Ancora bambina, Nóirín Mont-d'Orb era andata, insieme a sua sorella Maddie e ai loro genitori, a vedere una pellicola fantasy destinata a non essere particolarmente ricordata nella storia del cinema, malgrado una regia importante e un cast di tutto rispetto.
Antagonista in quel film, ella lo ricordava bene, era un enorme demone appellato come il Signore delle Tenebre, che, in assenza di computer grafica o quant’altro, era stato realizzato in grazia a un mirabile trucco, tale da renderlo, in effetti, molto più convincente rispetto a qualunque possibile elaborazione moderna: un demone dalla pelle simile a cuoio rosso, dal corpo possente, dal viso crudele e contraddistinto da un lungo mento e un altrettanto lungo naso, a rendere più rapace l’immagine dello stesso, e, soprattutto, da una coppia di grandi, grandissime corna nere, di una sproporzione devastante e tali da rendere difficile pensare a come tale creatura potesse essere in grado di mantenersi in equilibrio con tanto peso a gravare al di sopra del proprio cranio, ai lati del proprio cranio. Ovviamente, innanzi allo sguardo di una bambina, il Signore delle Tenebre avrebbe avuto a dover essere inteso un personaggio straordinariamente evocativo, in termini tali per cui, pur poco o nulla ricordando della trama di quel lungometraggio, se non il fatto che la storia avesse a riguardare un unicorno, quell’essere, quella creatura non avrebbe potuto ovviare a restare impressa in maniera indelebile, destinata a essere ben ricordata a distanza di anni, decenni addirittura.

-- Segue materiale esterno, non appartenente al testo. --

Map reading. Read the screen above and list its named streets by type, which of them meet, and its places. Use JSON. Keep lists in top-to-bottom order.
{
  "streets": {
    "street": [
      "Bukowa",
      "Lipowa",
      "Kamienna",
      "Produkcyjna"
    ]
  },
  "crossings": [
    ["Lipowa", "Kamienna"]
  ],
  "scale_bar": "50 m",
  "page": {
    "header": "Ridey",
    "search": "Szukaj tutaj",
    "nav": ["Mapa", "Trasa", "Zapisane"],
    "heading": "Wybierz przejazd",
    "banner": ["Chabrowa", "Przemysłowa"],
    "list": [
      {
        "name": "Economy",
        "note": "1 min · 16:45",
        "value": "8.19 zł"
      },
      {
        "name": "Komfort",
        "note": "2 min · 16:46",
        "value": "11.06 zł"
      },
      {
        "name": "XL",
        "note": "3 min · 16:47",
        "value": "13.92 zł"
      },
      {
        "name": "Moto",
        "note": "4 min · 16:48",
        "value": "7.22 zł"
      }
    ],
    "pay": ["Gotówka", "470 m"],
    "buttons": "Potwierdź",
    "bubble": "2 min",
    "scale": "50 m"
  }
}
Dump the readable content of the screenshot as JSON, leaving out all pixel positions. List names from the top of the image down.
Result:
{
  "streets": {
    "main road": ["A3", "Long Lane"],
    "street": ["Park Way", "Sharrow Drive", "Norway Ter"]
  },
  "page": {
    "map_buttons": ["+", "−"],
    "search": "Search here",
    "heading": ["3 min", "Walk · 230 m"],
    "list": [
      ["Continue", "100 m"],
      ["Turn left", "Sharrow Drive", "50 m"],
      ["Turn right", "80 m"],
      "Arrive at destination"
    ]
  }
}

Molti anni più tardi, Nóirín si era ritrovata, insieme a sua sorella Maddie e a molte altre persone all’epoca sconosciute, a visitare per la prima volta il tempo del sogno, e a confrontarsi, in ciò, con Desmair, semidio immortale figlio del dio Kah e della regina Anmel Mal Toise. E innanzi a Desmair, straordinario avrebbe avuto a doversi intendere il parallelismo con il Signore delle Tenebre.

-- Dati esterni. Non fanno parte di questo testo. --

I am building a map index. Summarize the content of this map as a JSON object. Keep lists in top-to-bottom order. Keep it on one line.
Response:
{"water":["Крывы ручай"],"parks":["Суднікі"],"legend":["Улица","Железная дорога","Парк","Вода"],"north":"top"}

In effetti, le differenze estetiche fra Desmair e il Signore delle Tenebre avrebbero avuto a doversi intendere così minimali da non poter ovviare a riflettere sui peculiari, e inquietanti, parallelismi esistenti all’interno del multiverso, in termini tali per cui ciò che in un mondo avrebbe avuto a doversi intendere qual il frutto della fantasia di un autore, in un altro mondo avrebbe potuto essere riconosciuto qual una creatura vera e propria, in termini tali da ritrovarsi facilmente a riservarsi inesplicabili interrogativi filosofici, degni del classico “è nato prima l’uovo o la gallina?”. Là dove il Signore delle Tenebre appariva muscoloso, Desmair si proponeva addirittura ipertrofico, una smisurata montagna di muscoli degni di un personaggio dei fumetti ancor prima che di un individuo vero e proprio. Inoltre, là dove le corna del Signore delle Tenebre erano nere, quelle di Desmair rilucevano di un candore eburneo, pur conservando la stessa improponibile mole, comunque sproporzionata malgrado l’altrettanto improponibile muscolatura. Ma, al di là di ciò, nessun’altra significativa differenza avrebbe potuto essere intesa fra i due, in termini tali da spiazzare Rín, la quale, seppur non più bambina, non avrebbe potuto evitare di tornare a sentirsi qual la versione infantile di se stessa innanzi a quel mostro dei propri anni più innocenti, e di quegli anni antecedenti, persino, all’incidente che le aveva negato l’uso delle gambe e che aveva reso lei e sua sorella orfane di madre.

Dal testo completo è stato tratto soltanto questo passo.